(Stored data entries)
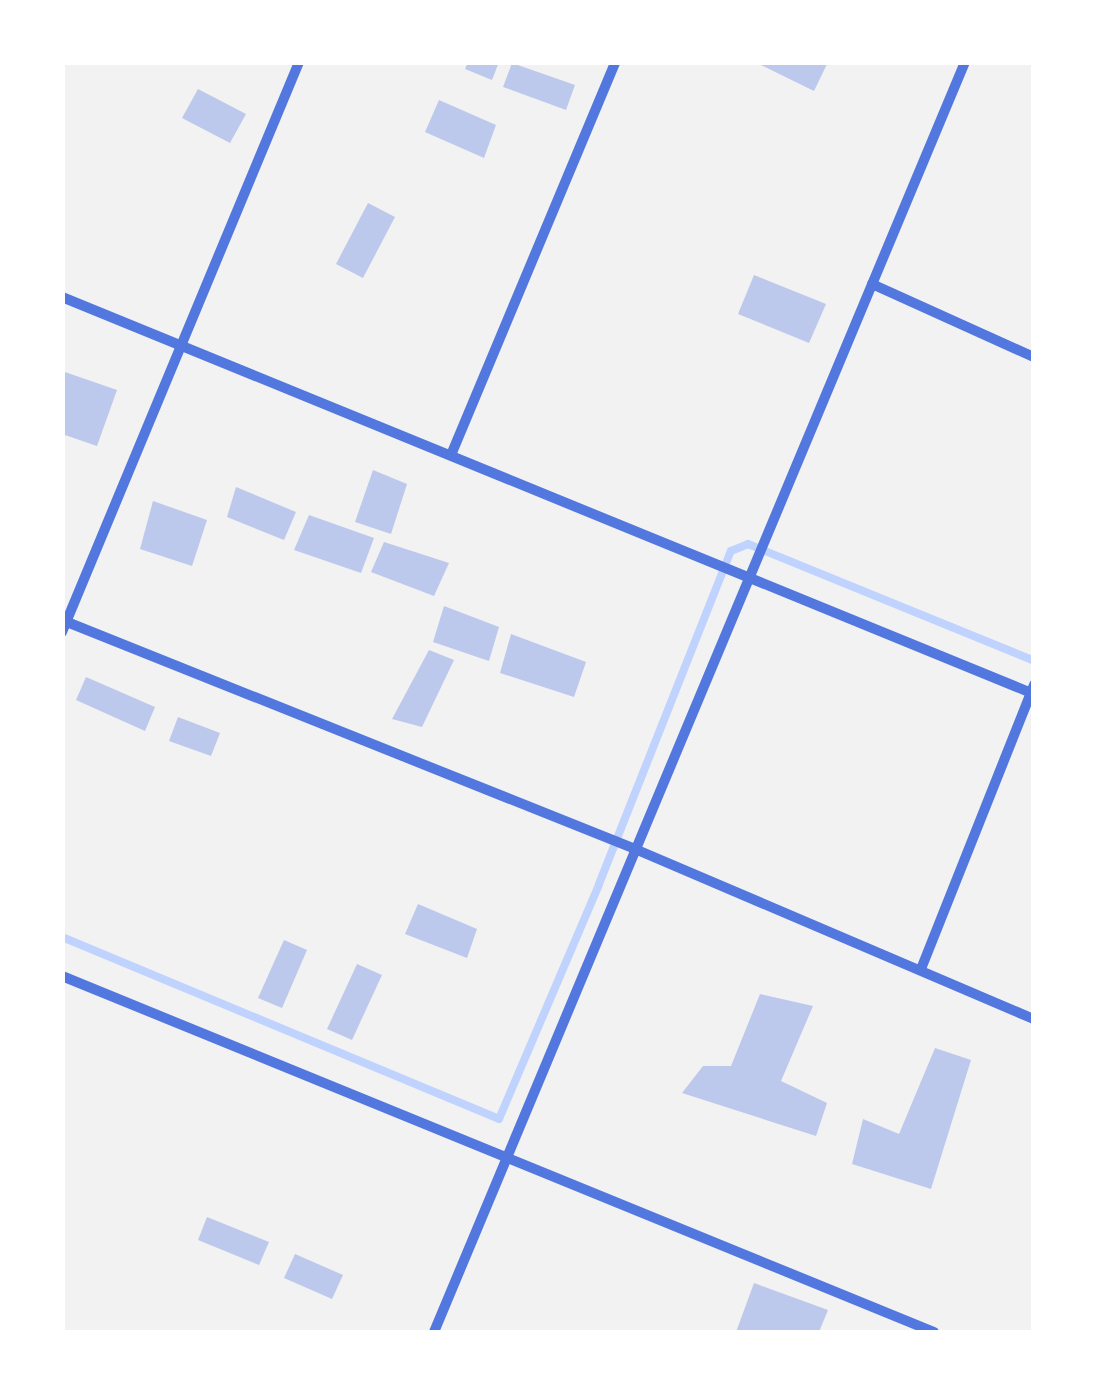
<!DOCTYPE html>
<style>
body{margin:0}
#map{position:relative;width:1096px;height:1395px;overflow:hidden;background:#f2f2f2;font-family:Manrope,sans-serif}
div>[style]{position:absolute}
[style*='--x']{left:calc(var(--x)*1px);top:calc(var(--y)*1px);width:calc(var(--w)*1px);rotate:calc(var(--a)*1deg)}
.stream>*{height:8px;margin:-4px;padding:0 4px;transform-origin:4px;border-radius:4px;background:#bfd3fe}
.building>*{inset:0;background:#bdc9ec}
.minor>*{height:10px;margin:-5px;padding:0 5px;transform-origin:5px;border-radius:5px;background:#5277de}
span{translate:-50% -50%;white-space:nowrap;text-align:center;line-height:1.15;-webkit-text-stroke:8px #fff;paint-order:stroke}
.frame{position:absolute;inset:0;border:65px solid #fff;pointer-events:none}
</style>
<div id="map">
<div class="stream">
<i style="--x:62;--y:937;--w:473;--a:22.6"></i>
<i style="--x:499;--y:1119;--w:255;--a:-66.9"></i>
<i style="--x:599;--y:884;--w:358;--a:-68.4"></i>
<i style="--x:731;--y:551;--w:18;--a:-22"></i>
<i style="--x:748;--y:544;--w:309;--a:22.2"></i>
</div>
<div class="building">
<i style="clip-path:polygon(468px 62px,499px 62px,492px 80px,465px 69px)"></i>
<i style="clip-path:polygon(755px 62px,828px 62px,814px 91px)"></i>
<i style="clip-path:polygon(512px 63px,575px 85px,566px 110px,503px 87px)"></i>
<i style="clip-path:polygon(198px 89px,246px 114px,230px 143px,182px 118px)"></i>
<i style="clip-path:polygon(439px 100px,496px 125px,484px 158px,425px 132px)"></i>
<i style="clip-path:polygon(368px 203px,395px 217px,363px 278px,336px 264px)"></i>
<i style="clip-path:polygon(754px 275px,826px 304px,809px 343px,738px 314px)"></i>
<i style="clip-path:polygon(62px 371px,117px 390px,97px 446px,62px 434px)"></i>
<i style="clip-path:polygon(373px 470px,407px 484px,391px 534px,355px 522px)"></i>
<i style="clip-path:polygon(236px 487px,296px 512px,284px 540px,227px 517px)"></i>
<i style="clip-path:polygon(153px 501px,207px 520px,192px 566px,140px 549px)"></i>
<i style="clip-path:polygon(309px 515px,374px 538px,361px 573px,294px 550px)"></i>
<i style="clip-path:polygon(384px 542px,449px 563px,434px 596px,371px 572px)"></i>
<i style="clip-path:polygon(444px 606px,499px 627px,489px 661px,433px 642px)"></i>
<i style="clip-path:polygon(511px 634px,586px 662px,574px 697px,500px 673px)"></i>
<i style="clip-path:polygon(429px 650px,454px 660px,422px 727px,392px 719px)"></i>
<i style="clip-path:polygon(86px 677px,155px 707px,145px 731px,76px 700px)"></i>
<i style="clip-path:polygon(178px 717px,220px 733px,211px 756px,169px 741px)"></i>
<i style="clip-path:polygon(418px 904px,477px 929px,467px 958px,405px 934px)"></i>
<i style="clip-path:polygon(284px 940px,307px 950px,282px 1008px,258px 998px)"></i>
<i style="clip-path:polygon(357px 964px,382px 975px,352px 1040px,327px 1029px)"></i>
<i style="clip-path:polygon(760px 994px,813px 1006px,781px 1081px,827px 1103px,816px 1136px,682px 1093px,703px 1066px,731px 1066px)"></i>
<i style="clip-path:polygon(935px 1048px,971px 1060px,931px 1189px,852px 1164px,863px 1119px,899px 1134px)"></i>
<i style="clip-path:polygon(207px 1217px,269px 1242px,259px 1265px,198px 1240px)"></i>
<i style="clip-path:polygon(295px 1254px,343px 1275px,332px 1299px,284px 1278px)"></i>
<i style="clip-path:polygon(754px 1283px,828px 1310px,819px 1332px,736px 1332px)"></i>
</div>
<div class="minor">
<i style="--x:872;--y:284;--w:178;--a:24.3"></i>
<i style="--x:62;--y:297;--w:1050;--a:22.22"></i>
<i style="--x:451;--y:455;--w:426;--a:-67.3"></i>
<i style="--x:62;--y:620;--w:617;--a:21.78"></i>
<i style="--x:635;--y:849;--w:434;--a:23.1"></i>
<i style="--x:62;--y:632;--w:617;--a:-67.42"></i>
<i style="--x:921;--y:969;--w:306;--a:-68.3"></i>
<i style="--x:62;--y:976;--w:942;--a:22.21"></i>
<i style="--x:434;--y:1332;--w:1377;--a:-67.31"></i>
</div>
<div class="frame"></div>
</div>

EXERCISE AIM
Pull every line containing "stream" out of the entries.

EXERCISE RESULT
.stream>*{height:8px;margin:-4px;padding:0 4px;transform-origin:4px;border-radius:4px;background:#bfd3fe}
<div class="stream">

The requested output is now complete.